We perceive six different kinds,

General classes of objects,

Whereby six kinds of consciousnesses arise.

With the eyes we perceive colours,

Forms,

Shapes,

Light,

Dark,

Contrasts.

With the ears we perceive sounds,

Voices,

Noise.

With the nose we perceive smells,

A vast variety.

With the tongue,

A variety of tastes.

With our body we perceive sensations of pressure,

Tension,

Movement,

Vibration,

Warmth,

Cold,

Pain,

Pleasure,

Movement and so forth.

And with the heart,

Mind,

We perceive thoughts and feelings and emotions.
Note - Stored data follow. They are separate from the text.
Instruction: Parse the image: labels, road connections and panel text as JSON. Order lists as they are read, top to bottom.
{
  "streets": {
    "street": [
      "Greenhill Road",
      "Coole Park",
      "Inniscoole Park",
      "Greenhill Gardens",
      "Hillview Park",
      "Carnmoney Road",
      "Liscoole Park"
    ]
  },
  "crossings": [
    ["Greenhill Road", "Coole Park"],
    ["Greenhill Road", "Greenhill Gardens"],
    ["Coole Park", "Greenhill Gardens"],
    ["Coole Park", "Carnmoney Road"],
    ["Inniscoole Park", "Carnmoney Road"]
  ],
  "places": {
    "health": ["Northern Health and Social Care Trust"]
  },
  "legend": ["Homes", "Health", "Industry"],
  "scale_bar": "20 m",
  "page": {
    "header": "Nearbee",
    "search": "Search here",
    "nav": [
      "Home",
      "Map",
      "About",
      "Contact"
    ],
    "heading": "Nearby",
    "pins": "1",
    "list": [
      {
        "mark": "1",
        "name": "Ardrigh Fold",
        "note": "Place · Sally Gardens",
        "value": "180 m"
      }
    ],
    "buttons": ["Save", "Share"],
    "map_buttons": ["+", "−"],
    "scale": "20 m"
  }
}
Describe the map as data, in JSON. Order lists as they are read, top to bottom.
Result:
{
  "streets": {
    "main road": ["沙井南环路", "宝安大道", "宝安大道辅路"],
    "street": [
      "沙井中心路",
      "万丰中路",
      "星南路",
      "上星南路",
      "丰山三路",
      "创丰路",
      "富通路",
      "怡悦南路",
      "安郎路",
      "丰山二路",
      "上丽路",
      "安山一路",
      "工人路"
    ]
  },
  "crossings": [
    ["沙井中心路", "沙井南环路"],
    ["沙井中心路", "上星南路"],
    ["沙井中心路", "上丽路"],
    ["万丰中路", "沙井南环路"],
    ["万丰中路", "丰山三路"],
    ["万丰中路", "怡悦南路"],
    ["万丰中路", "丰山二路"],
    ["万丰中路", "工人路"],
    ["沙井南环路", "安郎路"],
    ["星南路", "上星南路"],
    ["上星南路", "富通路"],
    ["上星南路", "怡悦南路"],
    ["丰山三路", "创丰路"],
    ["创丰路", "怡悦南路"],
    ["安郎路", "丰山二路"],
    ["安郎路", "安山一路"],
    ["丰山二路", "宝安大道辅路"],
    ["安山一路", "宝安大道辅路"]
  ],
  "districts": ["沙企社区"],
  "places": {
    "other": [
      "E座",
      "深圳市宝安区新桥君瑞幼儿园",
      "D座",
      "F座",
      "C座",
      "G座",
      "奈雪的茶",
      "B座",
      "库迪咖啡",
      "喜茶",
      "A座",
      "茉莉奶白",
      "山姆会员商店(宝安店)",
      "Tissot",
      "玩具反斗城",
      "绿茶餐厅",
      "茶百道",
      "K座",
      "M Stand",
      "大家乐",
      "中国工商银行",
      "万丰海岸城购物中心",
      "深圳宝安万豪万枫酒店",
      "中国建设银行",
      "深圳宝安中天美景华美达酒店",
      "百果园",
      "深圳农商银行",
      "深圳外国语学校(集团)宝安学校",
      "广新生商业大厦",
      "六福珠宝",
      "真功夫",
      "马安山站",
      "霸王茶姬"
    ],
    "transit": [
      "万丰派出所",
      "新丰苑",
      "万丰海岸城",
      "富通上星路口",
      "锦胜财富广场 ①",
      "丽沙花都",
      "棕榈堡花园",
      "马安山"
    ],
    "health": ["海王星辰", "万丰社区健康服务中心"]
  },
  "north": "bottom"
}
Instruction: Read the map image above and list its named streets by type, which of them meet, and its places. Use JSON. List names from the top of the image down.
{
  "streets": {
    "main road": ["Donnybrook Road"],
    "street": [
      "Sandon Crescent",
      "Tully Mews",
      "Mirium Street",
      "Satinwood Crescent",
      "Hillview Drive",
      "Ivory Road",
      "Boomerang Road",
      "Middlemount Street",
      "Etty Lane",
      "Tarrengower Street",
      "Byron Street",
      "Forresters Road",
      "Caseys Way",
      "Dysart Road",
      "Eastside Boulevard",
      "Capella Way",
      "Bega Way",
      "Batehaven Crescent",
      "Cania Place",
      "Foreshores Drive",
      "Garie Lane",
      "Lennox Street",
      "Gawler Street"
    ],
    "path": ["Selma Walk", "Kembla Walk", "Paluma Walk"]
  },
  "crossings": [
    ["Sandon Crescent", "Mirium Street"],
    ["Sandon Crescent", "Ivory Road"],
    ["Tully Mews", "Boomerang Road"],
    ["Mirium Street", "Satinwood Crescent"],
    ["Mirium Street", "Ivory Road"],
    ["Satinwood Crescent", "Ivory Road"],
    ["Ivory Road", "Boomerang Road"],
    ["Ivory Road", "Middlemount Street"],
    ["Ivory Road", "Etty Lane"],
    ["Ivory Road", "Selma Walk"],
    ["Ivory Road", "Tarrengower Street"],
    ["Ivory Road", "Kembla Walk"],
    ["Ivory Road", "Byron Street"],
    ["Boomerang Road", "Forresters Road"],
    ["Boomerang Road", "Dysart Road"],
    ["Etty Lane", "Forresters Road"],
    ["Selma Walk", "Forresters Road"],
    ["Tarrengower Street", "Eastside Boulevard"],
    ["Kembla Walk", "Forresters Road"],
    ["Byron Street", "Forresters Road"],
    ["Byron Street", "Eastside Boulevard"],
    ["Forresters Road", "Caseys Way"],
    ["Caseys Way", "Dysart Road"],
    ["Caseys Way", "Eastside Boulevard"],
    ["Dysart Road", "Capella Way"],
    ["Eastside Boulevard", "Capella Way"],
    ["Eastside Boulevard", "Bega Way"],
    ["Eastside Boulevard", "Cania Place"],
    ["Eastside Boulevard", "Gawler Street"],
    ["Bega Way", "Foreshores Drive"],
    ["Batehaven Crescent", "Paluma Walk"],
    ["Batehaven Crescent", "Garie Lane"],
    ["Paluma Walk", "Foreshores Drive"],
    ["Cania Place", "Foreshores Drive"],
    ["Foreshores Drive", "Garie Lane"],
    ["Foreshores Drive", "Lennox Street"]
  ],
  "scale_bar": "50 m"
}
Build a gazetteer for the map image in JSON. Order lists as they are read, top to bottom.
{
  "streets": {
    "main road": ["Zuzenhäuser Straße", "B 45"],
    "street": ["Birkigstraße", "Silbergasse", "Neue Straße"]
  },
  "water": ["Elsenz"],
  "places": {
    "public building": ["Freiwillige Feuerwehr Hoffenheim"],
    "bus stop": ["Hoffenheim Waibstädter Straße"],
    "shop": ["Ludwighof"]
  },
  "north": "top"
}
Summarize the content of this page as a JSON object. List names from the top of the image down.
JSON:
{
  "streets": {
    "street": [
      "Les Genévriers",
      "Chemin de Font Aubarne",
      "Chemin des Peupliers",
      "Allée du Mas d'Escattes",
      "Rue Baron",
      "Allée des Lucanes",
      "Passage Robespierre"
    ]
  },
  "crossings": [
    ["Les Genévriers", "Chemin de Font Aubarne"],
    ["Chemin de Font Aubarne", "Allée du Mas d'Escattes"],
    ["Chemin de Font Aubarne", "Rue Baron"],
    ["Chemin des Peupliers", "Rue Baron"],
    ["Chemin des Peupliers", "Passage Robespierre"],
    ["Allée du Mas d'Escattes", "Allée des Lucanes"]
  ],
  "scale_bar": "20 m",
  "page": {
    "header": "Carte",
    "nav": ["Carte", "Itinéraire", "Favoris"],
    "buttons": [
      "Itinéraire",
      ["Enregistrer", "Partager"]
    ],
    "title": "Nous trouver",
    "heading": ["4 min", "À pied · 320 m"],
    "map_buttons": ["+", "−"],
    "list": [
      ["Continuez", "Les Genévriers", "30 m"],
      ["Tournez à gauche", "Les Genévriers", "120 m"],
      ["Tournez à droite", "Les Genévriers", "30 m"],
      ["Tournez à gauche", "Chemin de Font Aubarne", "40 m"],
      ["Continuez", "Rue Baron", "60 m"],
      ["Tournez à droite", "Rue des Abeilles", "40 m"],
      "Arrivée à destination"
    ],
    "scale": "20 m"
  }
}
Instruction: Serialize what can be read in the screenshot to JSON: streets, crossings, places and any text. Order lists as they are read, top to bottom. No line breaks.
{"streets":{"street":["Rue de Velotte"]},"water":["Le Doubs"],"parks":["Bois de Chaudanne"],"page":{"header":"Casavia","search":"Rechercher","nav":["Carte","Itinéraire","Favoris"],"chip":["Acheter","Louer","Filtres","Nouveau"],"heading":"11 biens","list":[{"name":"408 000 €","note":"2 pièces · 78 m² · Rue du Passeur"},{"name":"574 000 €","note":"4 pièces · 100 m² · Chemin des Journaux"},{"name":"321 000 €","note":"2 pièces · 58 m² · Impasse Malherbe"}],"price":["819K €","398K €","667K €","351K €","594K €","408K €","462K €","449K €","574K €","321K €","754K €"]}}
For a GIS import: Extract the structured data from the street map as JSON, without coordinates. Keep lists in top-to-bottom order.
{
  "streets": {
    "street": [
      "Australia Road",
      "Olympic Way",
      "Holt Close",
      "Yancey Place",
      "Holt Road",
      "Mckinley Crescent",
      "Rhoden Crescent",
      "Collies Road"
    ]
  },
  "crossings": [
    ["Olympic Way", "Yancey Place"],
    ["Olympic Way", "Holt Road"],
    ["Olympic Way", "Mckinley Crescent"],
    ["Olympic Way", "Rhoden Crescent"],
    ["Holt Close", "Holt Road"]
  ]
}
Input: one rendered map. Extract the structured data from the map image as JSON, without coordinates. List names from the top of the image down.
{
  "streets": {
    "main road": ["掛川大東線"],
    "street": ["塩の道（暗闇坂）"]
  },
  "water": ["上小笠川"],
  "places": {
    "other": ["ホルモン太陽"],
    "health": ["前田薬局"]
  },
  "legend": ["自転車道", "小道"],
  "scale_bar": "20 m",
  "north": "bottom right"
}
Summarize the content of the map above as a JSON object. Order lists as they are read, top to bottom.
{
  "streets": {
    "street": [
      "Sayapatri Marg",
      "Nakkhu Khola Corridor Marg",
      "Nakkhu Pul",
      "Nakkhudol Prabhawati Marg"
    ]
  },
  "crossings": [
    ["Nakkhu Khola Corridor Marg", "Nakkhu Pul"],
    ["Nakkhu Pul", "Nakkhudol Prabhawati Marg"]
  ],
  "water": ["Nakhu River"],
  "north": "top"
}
In traditional Buddhist teachings the processes of thinking and of feeling are seen as the same or similar to the processes of the other five sense fields.

Just that the objects are simply within and the whole process takes place inside only.

But other than that it functions much the same way as the other five of seeing,

Hearing,

Tasting,

Smelling and body sensations.

Also in Buddhist languages one and the same word or concept is used for heart and mind.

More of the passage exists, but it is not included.